THE PROBLEM
What you return must match the data below exactly, minus any pictures.
Segment Open
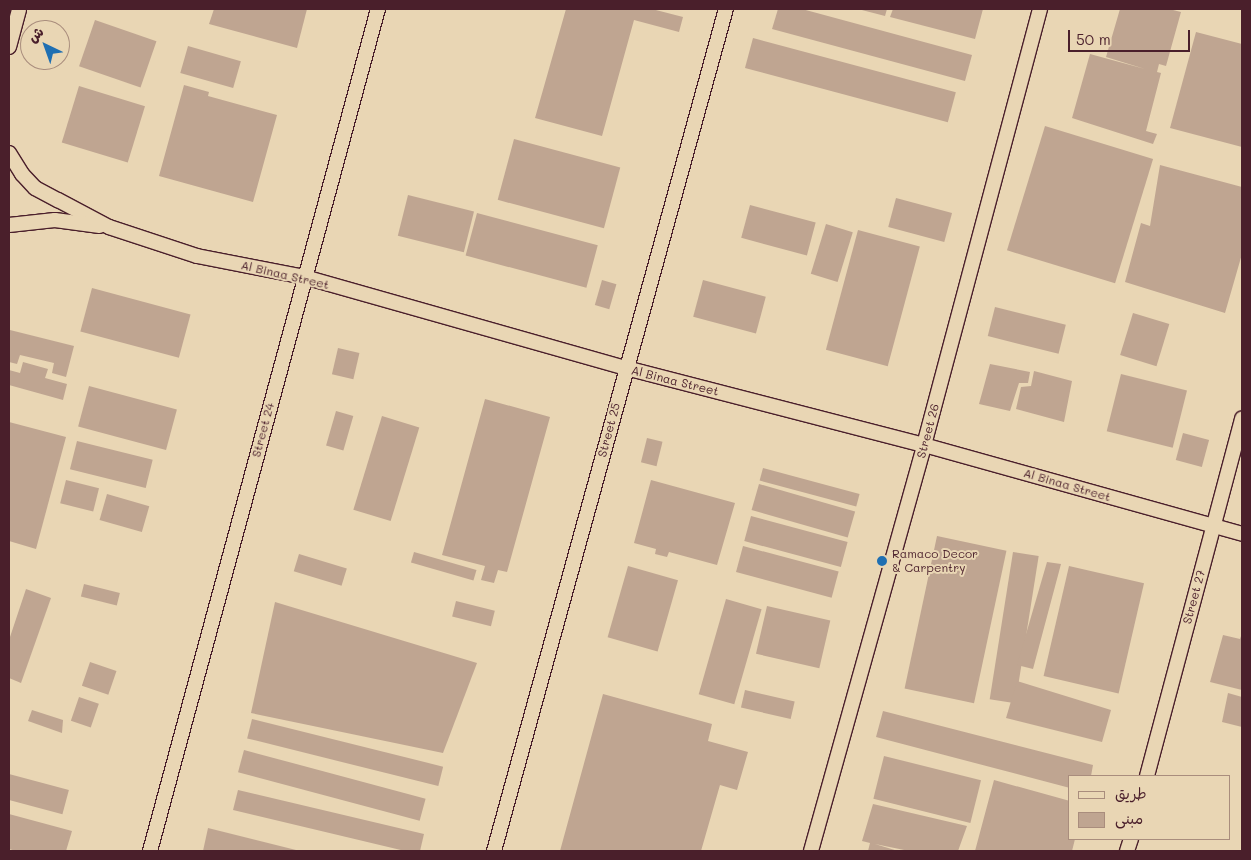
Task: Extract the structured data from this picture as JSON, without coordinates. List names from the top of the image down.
{
  "streets": {
    "street": [
      "Al Binaa Street",
      "Street 24",
      "Street 25",
      "Street 26",
      "Street 27"
    ]
  },
  "crossings": [
    ["Al Binaa Street", "Street 24"],
    ["Al Binaa Street", "Street 25"],
    ["Al Binaa Street", "Street 26"],
    ["Al Binaa Street", "Street 27"]
  ],
  "places": ["Ramaco Decor & Carpentry"],
  "legend": ["طريق", "مبنى"],
  "scale_bar": "50 m",
  "north": "top left"
}
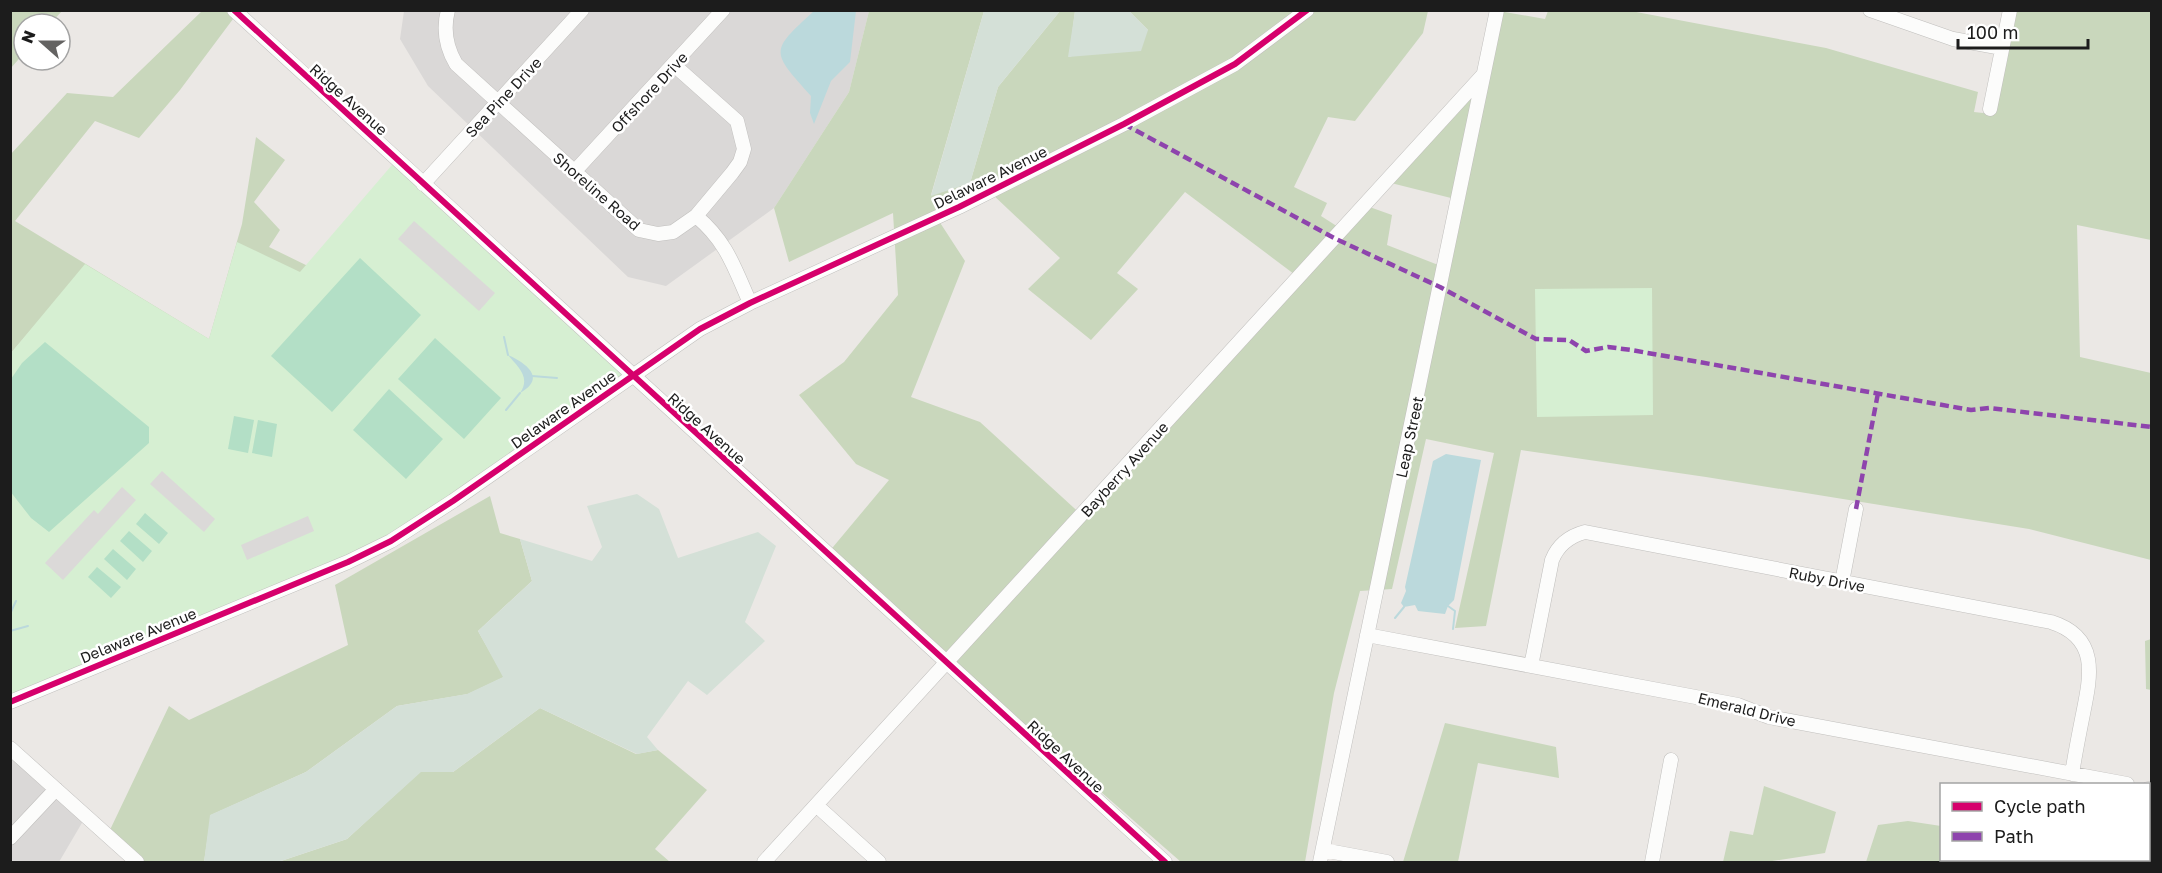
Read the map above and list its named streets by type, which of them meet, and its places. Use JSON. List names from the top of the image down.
{
  "streets": {
    "street": [
      "Offshore Drive",
      "Sea Pine Drive",
      "Ridge Avenue",
      "Delaware Avenue",
      "Shoreline Road",
      "Leap Street",
      "Bayberry Avenue",
      "Ruby Drive",
      "Emerald Drive"
    ]
  },
  "crossings": [
    ["Offshore Drive", "Shoreline Road"],
    ["Sea Pine Drive", "Ridge Avenue"],
    ["Sea Pine Drive", "Shoreline Road"],
    ["Ridge Avenue", "Delaware Avenue"],
    ["Ridge Avenue", "Bayberry Avenue"],
    ["Leap Street", "Bayberry Avenue"],
    ["Leap Street", "Emerald Drive"],
    ["Ruby Drive", "Emerald Drive"]
  ],
  "legend": ["Cycle path", "Path"],
  "scale_bar": "100 m",
  "north": "left"
}
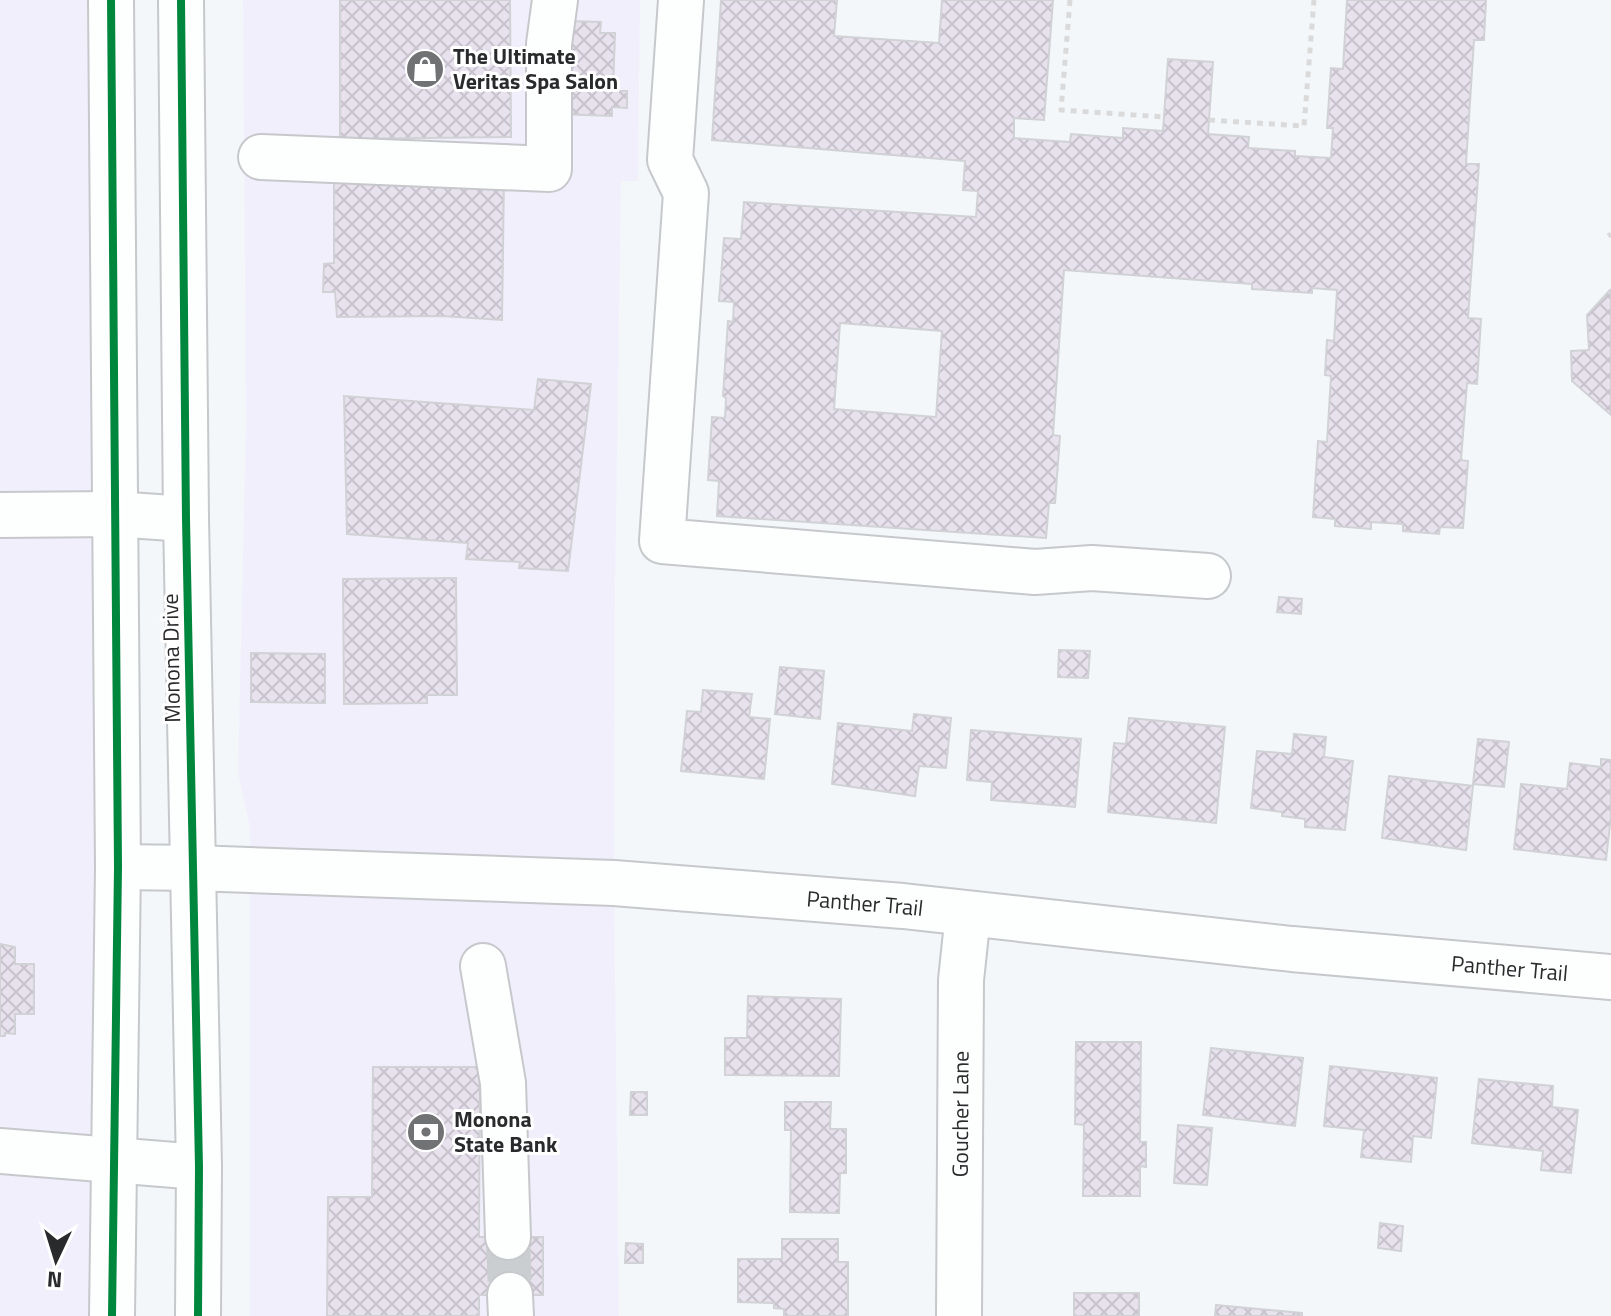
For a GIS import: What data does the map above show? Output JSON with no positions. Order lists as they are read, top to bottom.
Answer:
Segment Closed
ANSWER TO THE EXERCISE
Task: Extract the structured data from this picture as JSON, without coordinates. List names from the top of the image down.
{
  "streets": {
    "street": [
      "Al Binaa Street",
      "Street 24",
      "Street 25",
      "Street 26",
      "Street 27"
    ]
  },
  "crossings": [
    ["Al Binaa Street", "Street 24"],
    ["Al Binaa Street", "Street 25"],
    ["Al Binaa Street", "Street 26"],
    ["Al Binaa Street", "Street 27"]
  ],
  "places": ["Ramaco Decor & Carpentry"],
  "legend": ["طريق", "مبنى"],
  "scale_bar": "50 m",
  "north": "top left"
}
Read the map above and list its named streets by type, which of them meet, and its places. Use JSON. List names from the top of the image down.
{
  "streets": {
    "street": [
      "Offshore Drive",
      "Sea Pine Drive",
      "Ridge Avenue",
      "Delaware Avenue",
      "Shoreline Road",
      "Leap Street",
      "Bayberry Avenue",
      "Ruby Drive",
      "Emerald Drive"
    ]
  },
  "crossings": [
    ["Offshore Drive", "Shoreline Road"],
    ["Sea Pine Drive", "Ridge Avenue"],
    ["Sea Pine Drive", "Shoreline Road"],
    ["Ridge Avenue", "Delaware Avenue"],
    ["Ridge Avenue", "Bayberry Avenue"],
    ["Leap Street", "Bayberry Avenue"],
    ["Leap Street", "Emerald Drive"],
    ["Ruby Drive", "Emerald Drive"]
  ],
  "legend": ["Cycle path", "Path"],
  "scale_bar": "100 m",
  "north": "left"
}
For a GIS import: What data does the map above show? Output JSON with no positions. Order lists as they are read, top to bottom.
Answer:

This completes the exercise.